To enhance a timepiece's beauty, the designers at Piaget not so simply reduce its size. "Our business is to create thin and quite elegant men's watches," says company CEO Philippe Leopold-Metzger. "The technical portion of watchmaking makes it possible for the observe to be stunning. But technique is not, in itself, the purpose."
If a slender profile is the greatest aesthetic goal, then Piaget's latest look at, the Emperador Coussin Tourbillon Automated (price available upon request) represents the absolute state in the artwork. At a little over a centimeter thick, the observe is the thinnest self-winding tourbillon on the market. Nevertheless this model showcases its technical sophistication in ways other Piaget timepieces do not. The tourbillon is built with an open-worked building - a configuration gaining widespread popularity among collectors - that displays the movement through a transparent sapphire dial. Moreover, Piaget's style team decided to move the winding rotor towards the dial alongside the tourbillon carriage. This arrangement further complicated the engineering challenges already posed by the company's requirement that the Emperador Coussin set a world record for slimness.

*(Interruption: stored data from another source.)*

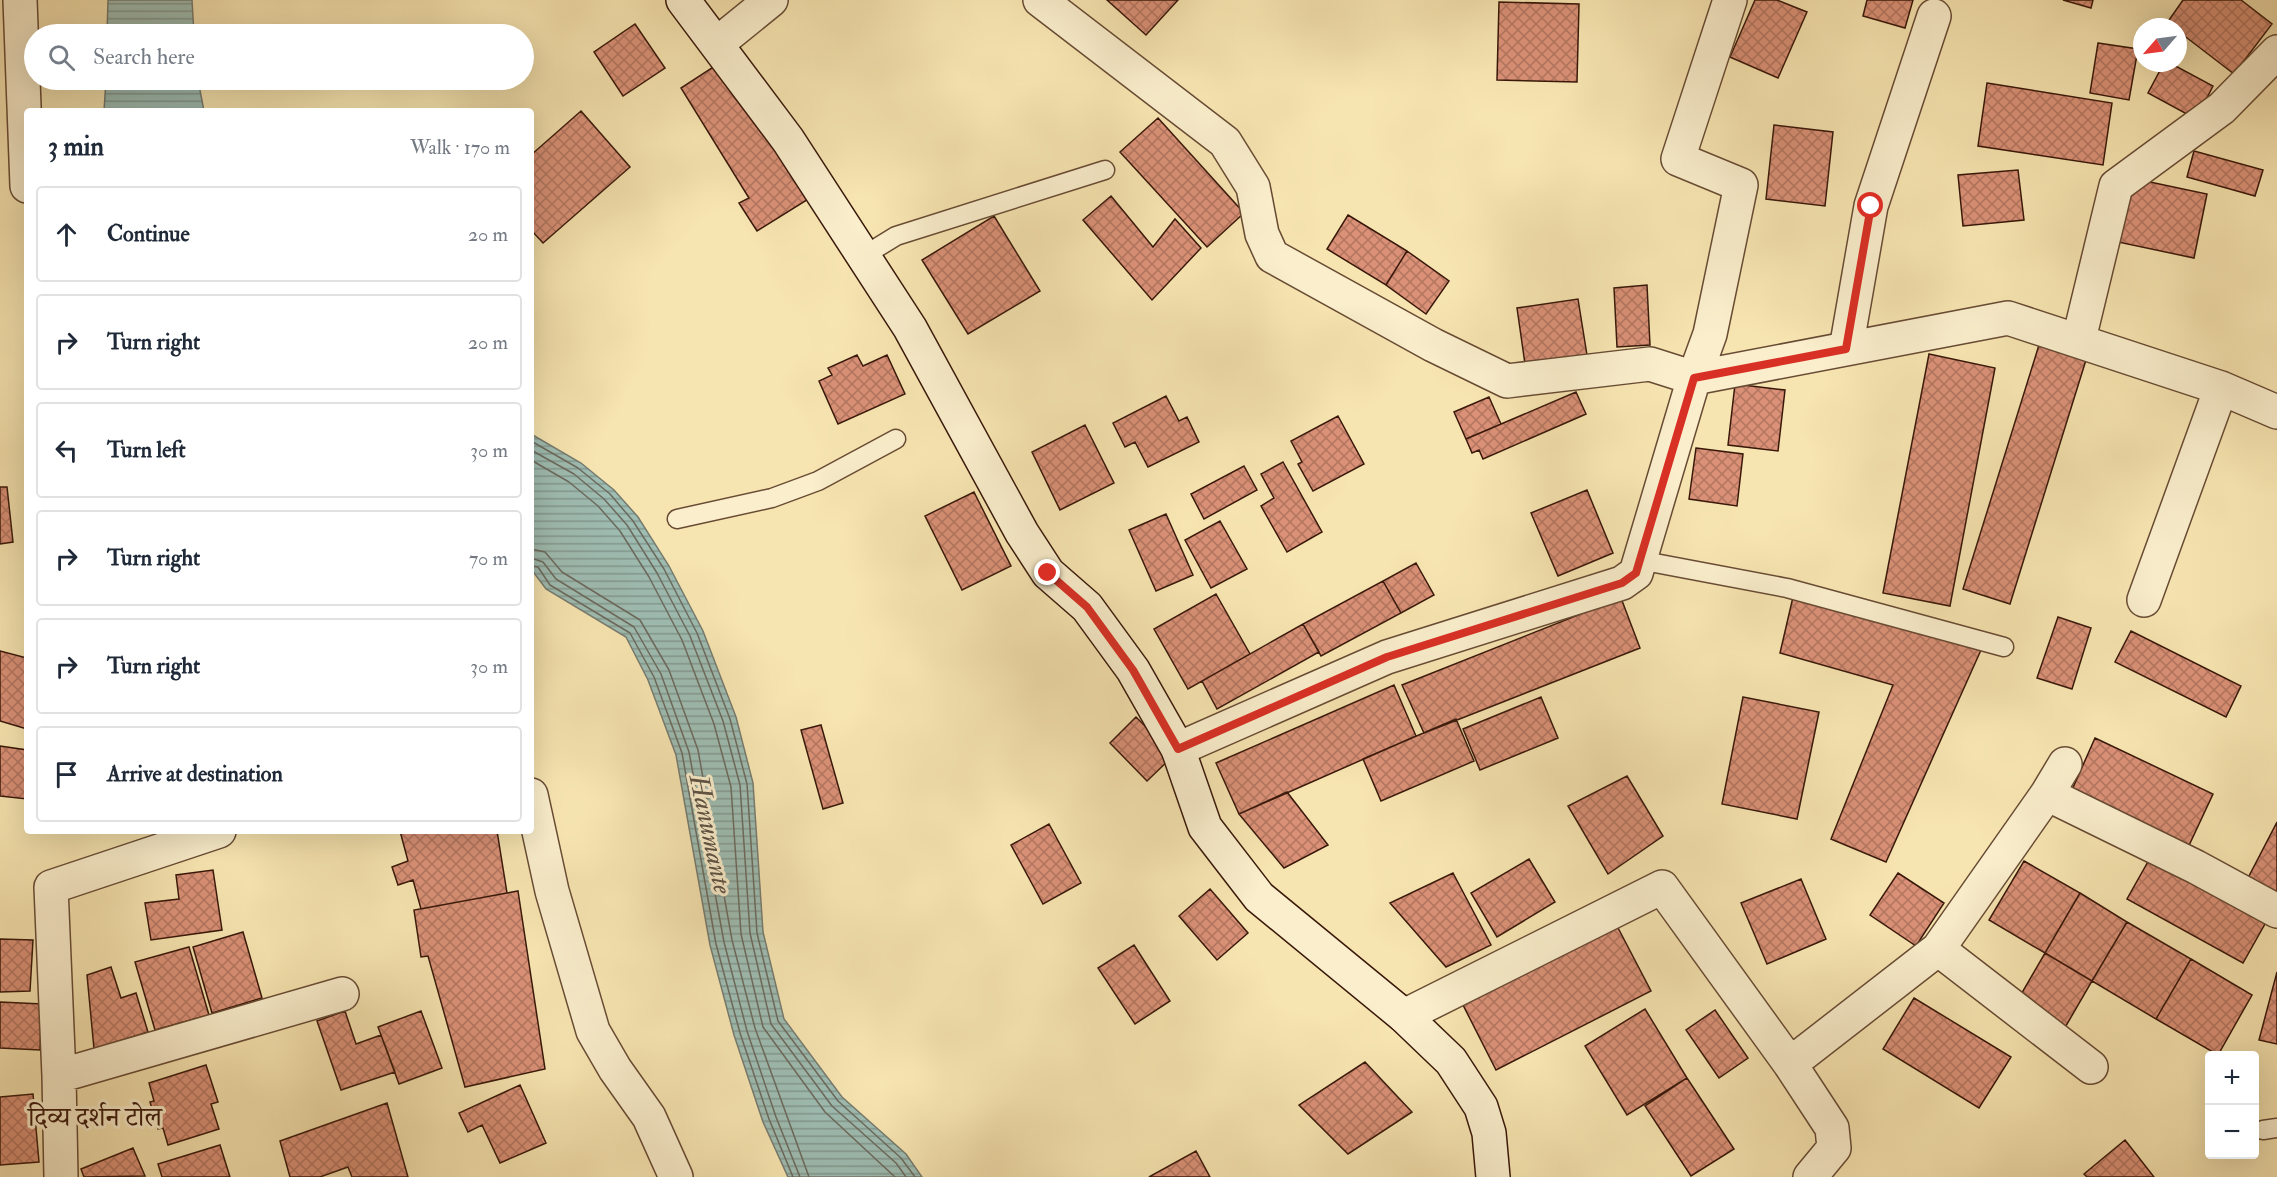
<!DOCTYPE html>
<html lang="en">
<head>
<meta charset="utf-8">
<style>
  body { margin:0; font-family:"IM FELL Double Pica","Noto Serif Devanagari",serif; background:#f6f6f7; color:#1f2937 }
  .controls { position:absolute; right:18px; bottom:18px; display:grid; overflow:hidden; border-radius:6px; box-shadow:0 6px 24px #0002 }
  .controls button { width:54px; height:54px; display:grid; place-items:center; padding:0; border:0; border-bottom:2px solid #e0e1e3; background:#fff; color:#1f2937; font:30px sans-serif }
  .compass { position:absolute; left:2133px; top:18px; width:54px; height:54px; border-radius:50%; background:#fff; box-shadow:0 6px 24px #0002; rotate:242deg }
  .stop { position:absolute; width:18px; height:18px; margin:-14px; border:4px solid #d93025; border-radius:50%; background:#fff }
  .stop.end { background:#d93025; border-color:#fff; box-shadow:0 2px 6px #0008 }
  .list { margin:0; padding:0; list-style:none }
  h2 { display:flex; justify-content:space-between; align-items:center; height:78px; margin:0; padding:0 24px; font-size:26px }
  h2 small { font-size:20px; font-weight:400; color:#747a83 }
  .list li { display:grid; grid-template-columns:39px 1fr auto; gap:18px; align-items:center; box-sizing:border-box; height:96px; margin:0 12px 12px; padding:0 12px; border:2px solid #e0e1e3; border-radius:6px }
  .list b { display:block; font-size:22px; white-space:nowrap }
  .list em { font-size:20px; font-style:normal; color:#747a83 }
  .icon { flex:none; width:33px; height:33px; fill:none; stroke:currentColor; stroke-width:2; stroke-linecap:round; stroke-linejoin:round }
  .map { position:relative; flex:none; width:2277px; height:1177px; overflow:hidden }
  .search { position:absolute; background:#fff; box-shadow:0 6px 24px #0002; left:24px; top:24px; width:510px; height:66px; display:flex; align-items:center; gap:15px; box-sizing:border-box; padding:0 21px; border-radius:33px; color:#747a83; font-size:22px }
  .panel { position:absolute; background:#fff; box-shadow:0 6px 24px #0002; left:24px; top:108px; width:510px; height:726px; border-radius:6px }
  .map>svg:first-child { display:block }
  .water { fill:url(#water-rules); stroke:#767b6f; stroke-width:1.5 }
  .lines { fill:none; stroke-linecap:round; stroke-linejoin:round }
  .shore { stroke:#6c6a5e; stroke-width:1.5 }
  .building { fill:url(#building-cross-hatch); stroke:#39180a; stroke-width:1.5 }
  .lane-casing { stroke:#684b34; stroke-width:21 }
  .street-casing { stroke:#684b34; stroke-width:36 }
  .secondary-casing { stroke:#39180a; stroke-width:36 }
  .lane { stroke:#faeecc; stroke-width:18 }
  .street { stroke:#faeecc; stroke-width:33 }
  .secondary { stroke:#faeecc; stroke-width:33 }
  .route { stroke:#d93025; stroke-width:8 }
  .labels { text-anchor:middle; stroke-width:6; stroke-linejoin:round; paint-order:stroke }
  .water-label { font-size:27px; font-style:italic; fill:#5c5245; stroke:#faeecc }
  .neighbourhood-label { font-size:27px; fill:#39180a; stroke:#faeecc }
</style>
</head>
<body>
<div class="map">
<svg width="2277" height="1177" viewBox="0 0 2277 1177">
  <defs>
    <pattern id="water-rules" width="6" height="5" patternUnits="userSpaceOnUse" patternTransform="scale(1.5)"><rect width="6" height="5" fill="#9ebdb3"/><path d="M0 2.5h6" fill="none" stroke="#829990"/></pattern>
    <pattern id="building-cross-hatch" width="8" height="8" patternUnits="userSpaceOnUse" patternTransform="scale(1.5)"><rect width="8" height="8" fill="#da9177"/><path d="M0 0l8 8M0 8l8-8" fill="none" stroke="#b27560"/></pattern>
  </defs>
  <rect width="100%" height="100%" fill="#f7e5b1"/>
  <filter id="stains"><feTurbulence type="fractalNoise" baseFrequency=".00333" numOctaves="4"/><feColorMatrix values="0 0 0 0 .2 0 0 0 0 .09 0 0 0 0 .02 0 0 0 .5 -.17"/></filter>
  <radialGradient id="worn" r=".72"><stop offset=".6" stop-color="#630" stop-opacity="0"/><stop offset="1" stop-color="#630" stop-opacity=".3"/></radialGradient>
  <path class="water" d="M 108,0 L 192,0 L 194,34 L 107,34 Z
    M 106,80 L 198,80 L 204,111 L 104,111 Z
    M 531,434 L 581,463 L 614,490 L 638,517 L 669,566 L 703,631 L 736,717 L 753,783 L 763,932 L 784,1019 L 842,1097 L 906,1154 L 922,1177 L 788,1177 L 763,1122 L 734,1035 L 710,945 L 676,755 L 648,680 L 626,637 L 546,589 L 531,569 Z"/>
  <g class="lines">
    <path class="shore" d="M 531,441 L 578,468 L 610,494 L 633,521 L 664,569 L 697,633 L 730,719 L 747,784 L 757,933 L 778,1021 L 838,1101 L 901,1158 L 915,1177
      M 531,450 L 574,474 L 604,499 L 627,525 L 657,573 L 690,636 L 723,721 L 740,785 L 750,933 L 771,1024 L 832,1106 L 896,1163 L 906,1177
      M 531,460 L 569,482 L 598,506 L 620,531 L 649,577 L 682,640 L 714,724 L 731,787 L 741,934 L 763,1027 L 825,1112 L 895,1177
      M 531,549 L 545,552 L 562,572 L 640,620 L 669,670 L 698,750 L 732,940 L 755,1028 L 809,1177
      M 531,558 L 543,562 L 556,579 L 634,627 L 661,674 L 689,752 L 724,942 L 747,1031 L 776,1117 L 800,1177
      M 531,566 L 538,567 L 550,585 L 630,633 L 654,677 L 682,753 L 716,944 L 740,1033 L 769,1119 L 793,1177"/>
  </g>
  <path class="building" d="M 1107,0 L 1178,0 L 1146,35 Z
    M 1755,0 L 1777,0 L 1807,12 L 1778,78 L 1730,57 Z
    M 1867,0 L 1913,0 L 1905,28 L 1863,16 Z
    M 2063,0 L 2093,0 L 2091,8 Z
    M 2183,0 L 2241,0 L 2272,24 L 2234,74 L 2178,31 L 2178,27 L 2167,23 Z
    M 1499,2 L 1579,4 L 1577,82 L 1497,80 Z
    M 635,24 L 665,68 L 623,96 L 594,52 Z
    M 2098,43 L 2138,49 L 2129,100 L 2090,93 Z
    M 724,60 L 810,198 L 757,231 L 739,203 L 749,198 L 681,88 Z
    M 2164,63 L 2170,63 L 2213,86 L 2196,119 L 2148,93 Z
    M 1987,83 L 2112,103 L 2103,165 L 1978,146 Z
    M 581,111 L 630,167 L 543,243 L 531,230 L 531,155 Z
    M 1158,118 L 1244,213 L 1207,247 L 1120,152 Z
    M 1774,125 L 1833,132 L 1825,206 L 1766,199 Z
    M 2194,151 L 2263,170 L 2255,196 L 2187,177 Z
    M 2018,170 L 2024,220 L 1963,226 L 1958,175 Z
    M 2131,178 L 2207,194 L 2194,258 L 2118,242 Z
    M 1111,196 L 1153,247 L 1175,219 L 1201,248 L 1152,300 L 1083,220 Z
    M 1348,215 L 1407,251 L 1386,285 L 1327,249 Z
    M 994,216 L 1040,291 L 968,334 L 922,260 Z
    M 1407,251 L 1449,281 L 1426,314 L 1386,285 Z
    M 1647,285 L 1650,345 L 1617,347 L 1614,288 Z
    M 1578,299 L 1587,355 L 1525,364 L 1517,308 Z
    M 2039,345 L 2086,360 L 2010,604 L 1963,589 Z
    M 1929,354 L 1995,368 L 1950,606 L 1883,593 Z
    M 857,355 L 863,366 L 887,355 L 905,394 L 838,424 L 819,381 L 832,375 L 828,368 Z
    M 1735,384 L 1785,390 L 1778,451 L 1728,445 Z
    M 1576,392 L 1586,414 L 1483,459 L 1479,450 L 1472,453 L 1466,439 Z
    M 1166,396 L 1179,421 L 1187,417 L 1199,442 L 1148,467 L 1135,442 L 1125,447 L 1113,423 Z
    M 1489,397 L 1501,424 L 1466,439 L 1454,412 Z
    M 1338,416 L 1364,464 L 1313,491 L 1298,464 L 1302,462 L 1291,441 Z
    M 1085,425 L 1114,483 L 1060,510 L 1032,452 Z
    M 1696,448 L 1743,454 L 1737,506 L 1689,499 Z
    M 1283,462 L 1322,532 L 1287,552 L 1261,506 L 1274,498 L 1261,474 Z
    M 1244,466 L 1257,490 L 1204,519 L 1191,494 Z
    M 0,487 L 7,487 L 13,542 L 0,544 Z
    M 1587,490 L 1613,553 L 1558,576 L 1531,513 Z
    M 974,492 L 1011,566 L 962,590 L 925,516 Z
    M 1166,514 L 1193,575 L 1156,591 L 1129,530 Z
    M 1220,521 L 1247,569 L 1211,588 L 1185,540 Z
    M 1416,563 L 1434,595 L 1401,613 L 1383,581 Z
    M 1383,581 L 1401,613 L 1321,656 L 1303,624 Z
    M 1216,594 L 1250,654 L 1188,689 L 1154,629 Z
    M 1793,597 L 1981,650 L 1886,862 L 1831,839 L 1893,685 L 1780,653 Z
    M 1621,598 L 1640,648 L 1424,733 L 1402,685 Z
    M 2058,617 L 2091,628 L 2072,689 L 2037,678 Z
    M 1303,624 L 1319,652 L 1217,709 L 1202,681 Z
    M 2131,631 L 2241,686 L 2226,717 L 2115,662 Z
    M 0,651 L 27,658 L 27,729 L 0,721 Z
    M 1394,685 L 1416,736 L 1239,814 L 1216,763 Z
    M 1541,697 L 1558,738 L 1480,770 L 1463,729 Z
    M 1743,697 L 1819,712 L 1797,819 L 1722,804 Z
    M 1136,717 L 1174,755 L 1147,781 L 1110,743 Z
    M 1456,719 L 1474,761 L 1381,801 L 1363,759 Z
    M 821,725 L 843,803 L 823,809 L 801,730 Z
    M 2095,738 L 2213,794 L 2185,854 L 2068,799 Z
    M 0,746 L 27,750 L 27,799 L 0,796 Z
    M 1627,776 L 1663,836 L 1608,874 L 1568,806 Z
    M 1287,792 L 1328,845 L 1284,868 L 1239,814 Z
    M 2277,822 L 2277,894 L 2248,878 Z
    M 1049,824 L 1081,883 L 1043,904 L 1011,845 Z
    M 400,831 L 497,831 L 507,893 L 421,909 L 413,880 L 398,885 L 392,867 L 408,861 Z
    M 2154,851 L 2270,915 L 2243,963 L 2127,899 Z
    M 1529,859 L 1555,902 L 1497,937 L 1471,893 Z
    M 2024,861 L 2080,893 L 2045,953 L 1989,920 Z
    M 213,870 L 222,930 L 151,940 L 145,903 L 179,899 L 176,875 Z
    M 1453,873 L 1491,945 L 1446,967 L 1390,903 Z
    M 1898,873 L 1944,903 L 1916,946 L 1870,915 Z
    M 1801,879 L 1826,939 L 1767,964 L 1741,903 Z
    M 1210,889 L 1248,933 L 1217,960 L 1179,916 Z
    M 518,891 L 545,1069 L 465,1087 L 428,956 L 421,957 L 414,910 Z
    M 2080,893 L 2127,922 L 2092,981 L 2045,953 Z
    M 2127,922 L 2191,959 L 2156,1019 L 2092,981 Z
    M 1616,924 L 1651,991 L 1496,1070 L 1462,1003 Z
    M 243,932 L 262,998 L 212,1013 L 193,947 Z
    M 0,939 L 33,940 L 30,991 L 0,992 Z
    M 1134,945 L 1170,1001 L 1135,1024 L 1098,968 Z
    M 189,947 L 209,1015 L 155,1030 L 135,962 Z
    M 2045,953 L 2092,981 L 2063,1031 L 2016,1003 Z
    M 2191,959 L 2252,995 L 2218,1055 L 2156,1019 Z
    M 111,967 L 121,998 L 136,993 L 148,1032 L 94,1049 L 87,975 Z
    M 2277,972 L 2277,1044 L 2259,1040 Z
    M 1914,998 L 2011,1057 L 1979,1108 L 1883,1049 Z
    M 0,1002 L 42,1004 L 40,1050 L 0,1048 Z
    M 1645,1009 L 1687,1078 L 1627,1115 L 1585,1046 Z
    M 1715,1010 L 1748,1058 L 1719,1078 L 1686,1030 Z
    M 345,1011 L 356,1044 L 381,1035 L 395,1072 L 341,1090 L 317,1021 Z
    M 421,1011 L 442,1068 L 399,1084 L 378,1027 Z
    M 1365,1062 L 1412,1112 L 1348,1154 L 1299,1105 Z
    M 206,1065 L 218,1102 L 211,1104 L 219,1129 L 168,1145 L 163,1128 L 158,1129 L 150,1102 L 154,1101 L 149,1083 Z
    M 1687,1078 L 1734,1149 L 1691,1176 L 1645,1106 Z
    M 520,1085 L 546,1143 L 500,1163 L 482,1125 L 468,1132 L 459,1113 Z
    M 33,1094 L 39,1162 L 0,1165 L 0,1097 Z
    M 387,1103 L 408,1177 L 352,1177 L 348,1167 L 320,1177 L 290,1177 L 280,1141 Z
    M 2125,1140 L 2154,1177 L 2087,1177 L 2084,1174 Z
    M 220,1145 L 230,1177 L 162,1177 L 158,1164 Z
    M 133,1148 L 145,1176 L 84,1177 L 81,1169 Z
    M 1196,1151 L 1210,1177 L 1149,1177 Z"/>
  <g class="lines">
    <g class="lane-casing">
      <path id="lane" d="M 862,257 L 896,236 L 1105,170
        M 677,519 L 772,498 L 818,481 L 896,439
        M 1639,560 L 1787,588 L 2004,647
        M 2263,1130 L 2277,1128"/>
    </g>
    <g class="street-casing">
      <path id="street" d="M 20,0 L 27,186
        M 1040,0 L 1225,142 L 1253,187 L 1262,234 L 1272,256 L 1433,345 L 1507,381 L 1650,364 L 1694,378 L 1710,334 L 1741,185 L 1678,159 L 1730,0
        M 718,43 L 771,0
        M 2079,339 L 2116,186 L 2222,108 L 2277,52
        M 1846,349 L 1871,206 L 1934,16
        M 2144,600 L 2221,388
        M 1178,749 L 1387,657 L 1622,583 L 1636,573 L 1694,378 L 2008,318 L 2221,388 L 2277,412
        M 2047,794 L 2196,867 L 2277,911
        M 531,795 L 552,891 L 593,1031 L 615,1069 L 649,1117 L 676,1177
        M 1938,949 L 2091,1067
        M 1404,1016 L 1662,887 L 1790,1064 L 1832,1128 L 1834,1148 L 1810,1177
        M 1790,1064 L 1938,949 L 2047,794 L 2065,764
        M 59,1076 L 342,994
        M 61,1177 L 59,1076 L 51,887 L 219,831"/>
    </g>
    <g class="secondary-casing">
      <path id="secondary" d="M 683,0 L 788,140 L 910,328 L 1022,533 L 1048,573 L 1087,607 L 1133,670 L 1178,749 L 1205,827 L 1259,897 L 1404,1016 L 1451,1061 L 1481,1107 L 1489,1133 L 1493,1177"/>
    </g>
    <use href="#lane" class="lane"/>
    <use href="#street" class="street"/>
    <use href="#secondary" class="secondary"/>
  </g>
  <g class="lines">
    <path class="route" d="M 1048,573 L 1087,607 L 1133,670 L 1178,749 L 1387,657 L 1622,583 L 1636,573 L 1694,378 L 1846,349 L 1871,206"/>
  </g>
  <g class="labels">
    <g class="water-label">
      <text transform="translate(711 834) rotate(78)" y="9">Hanumante</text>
    </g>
    <g class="neighbourhood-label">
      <text x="95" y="1126">दिव्य दर्शन टोल</text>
    </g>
  </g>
  <rect width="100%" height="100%" filter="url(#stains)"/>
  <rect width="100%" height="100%" fill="url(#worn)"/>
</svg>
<div class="controls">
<button>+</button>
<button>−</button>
</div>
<svg class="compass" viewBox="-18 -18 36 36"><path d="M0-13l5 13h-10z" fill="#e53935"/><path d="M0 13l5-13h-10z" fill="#747a83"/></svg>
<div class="stop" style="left:1871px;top:206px"></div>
<div class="stop end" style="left:1048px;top:573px"></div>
<div class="search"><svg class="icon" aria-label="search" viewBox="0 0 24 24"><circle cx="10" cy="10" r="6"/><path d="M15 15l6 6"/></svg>Search here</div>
<section class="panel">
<h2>3 min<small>Walk · 170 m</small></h2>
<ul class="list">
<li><svg class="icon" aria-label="ahead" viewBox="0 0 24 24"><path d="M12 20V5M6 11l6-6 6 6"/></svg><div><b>Continue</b></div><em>20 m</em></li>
<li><svg class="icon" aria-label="right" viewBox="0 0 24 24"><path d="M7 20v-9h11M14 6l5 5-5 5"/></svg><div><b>Turn right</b></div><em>20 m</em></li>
<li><svg class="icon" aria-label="left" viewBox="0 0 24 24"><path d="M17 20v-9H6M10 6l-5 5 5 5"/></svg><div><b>Turn left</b></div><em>30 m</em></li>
<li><svg class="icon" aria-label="right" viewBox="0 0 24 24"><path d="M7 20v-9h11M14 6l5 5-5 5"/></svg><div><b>Turn right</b></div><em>70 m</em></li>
<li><svg class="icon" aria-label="right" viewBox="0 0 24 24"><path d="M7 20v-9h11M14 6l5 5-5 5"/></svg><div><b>Turn right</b></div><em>30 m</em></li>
<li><svg class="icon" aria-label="arrive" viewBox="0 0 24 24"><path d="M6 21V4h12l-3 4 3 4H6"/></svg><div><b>Arrive at destination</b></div></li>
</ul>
</section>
</div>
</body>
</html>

Fortunately, the designers were able to draw on the substantial trove of ultrathin assemblies that Piaget has produced in recent years. The movement is actually a complex amalgamation of these examples - and a intriguing illustration of the ways in which computer style technology has enabled look at manufacturers to redeploy existing elements in new offerings. Many in the internal elements - including the automatic winding system, going train, and setting system - were lifted in the ultrathin 1208P, the world's thinnest automatic motion, which the company released last year, while the tourbillon cage is borrowed in the 600P motion, first introduced in 2003, which still holds the thinness record for manual-wind tourbillons.
The technical staff in Switzerland's Canton of Jura put the finishing touches on this new motion in collaboration with Piaget's design studio in Geneva, which additional modernist touches, such as matching sunray patterns on the upper plate, sapphire dial, and rotor. These details, such as the slim dimensions with the case, are surely striking; yet the eye of the experienced collector is inevitably drawn towards the movement's intriguing layout. "Hopefully," says Leopold-Metzger, "[Piaget] will benefit from the return of elegance to our watchmaking world." Even so, he is clearly hedging his bets by placing the company's technical acumen conspicuously on display.